I woke up this morning all smiling.  It was nothing just a message. It did not make anything all right, it was just a small favour. A kind gesture that made me smile. It made me happy. Oh yeah I love her !!

 I wish I could keep a count on the number of times I dial her number and disconnect it just because my hands tremble and the number of times I tell myself just relax and take a deep breath." I cannot ignore the butterflies in my stomach when I think of her. And once in a blue moon when her name flashes on my phone ....calling  , my heart skips so many beats. The only time I felt my name sounds good was the only time I heard her call my name. Sometimes she speaks and I am lost as usual . I don't know if her words make sense l just listen to her voice and get lost in it like a small puppy  in city . Maybe now I know what it means when they say "she took my breath away." I wonder if the blind winged cupid has shot his arrow at me. I ask myself of all people why her? Why fall for someone you are not supposed to???? Tell me ?  I never knew the answer would be so simple. It is her because of what and how I feel when she is there. It is about the smile that flashes on my face when It is about that one short minutes  happiness that make me fell life is perfect .

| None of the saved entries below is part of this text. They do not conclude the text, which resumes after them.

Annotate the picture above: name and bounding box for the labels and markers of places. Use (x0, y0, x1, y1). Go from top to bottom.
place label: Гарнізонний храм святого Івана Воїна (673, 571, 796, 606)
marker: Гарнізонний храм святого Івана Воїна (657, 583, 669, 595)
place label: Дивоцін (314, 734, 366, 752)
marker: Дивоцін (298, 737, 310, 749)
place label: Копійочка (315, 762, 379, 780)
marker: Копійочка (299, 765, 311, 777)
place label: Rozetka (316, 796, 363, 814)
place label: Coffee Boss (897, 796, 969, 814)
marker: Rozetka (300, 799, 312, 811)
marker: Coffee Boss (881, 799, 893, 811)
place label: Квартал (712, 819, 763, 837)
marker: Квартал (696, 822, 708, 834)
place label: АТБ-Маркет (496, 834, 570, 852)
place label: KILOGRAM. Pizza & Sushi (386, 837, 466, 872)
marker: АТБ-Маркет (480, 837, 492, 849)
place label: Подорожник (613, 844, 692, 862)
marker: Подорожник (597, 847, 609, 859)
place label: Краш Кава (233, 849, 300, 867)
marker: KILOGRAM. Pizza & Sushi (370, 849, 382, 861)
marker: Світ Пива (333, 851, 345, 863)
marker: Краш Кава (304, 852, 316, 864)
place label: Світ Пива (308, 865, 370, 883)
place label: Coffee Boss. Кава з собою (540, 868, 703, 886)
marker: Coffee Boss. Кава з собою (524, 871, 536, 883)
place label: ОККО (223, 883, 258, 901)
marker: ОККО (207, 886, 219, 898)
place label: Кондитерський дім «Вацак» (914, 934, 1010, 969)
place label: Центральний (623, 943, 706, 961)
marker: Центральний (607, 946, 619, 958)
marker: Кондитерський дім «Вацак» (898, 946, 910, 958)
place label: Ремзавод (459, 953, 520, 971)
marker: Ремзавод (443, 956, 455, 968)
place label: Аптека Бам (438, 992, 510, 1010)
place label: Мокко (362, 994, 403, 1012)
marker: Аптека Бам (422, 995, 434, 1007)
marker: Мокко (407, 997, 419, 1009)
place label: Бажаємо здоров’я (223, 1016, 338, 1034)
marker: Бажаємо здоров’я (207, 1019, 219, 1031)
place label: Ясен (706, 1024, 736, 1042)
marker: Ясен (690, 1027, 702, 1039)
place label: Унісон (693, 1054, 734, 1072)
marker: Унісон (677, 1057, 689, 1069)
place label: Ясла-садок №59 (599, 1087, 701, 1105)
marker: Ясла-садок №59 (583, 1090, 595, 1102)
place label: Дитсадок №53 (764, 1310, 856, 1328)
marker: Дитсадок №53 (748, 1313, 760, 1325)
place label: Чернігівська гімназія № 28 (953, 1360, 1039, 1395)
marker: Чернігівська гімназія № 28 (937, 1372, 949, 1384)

I wonder if she would ever think about me.What if she never finds me? Then I just smile thinking about all those small little moments that made me happy. A silent tear wets my cheek and all I say is I chose to love you in silence for in it I find no rejection. I chose to love you in your loneliness for in it no one owns you but me. You are that part of my life which will never be anything short of a dream. I might never get the chance to be together with you but I am always happy that whatever memories I have of you will always be pure and untouched....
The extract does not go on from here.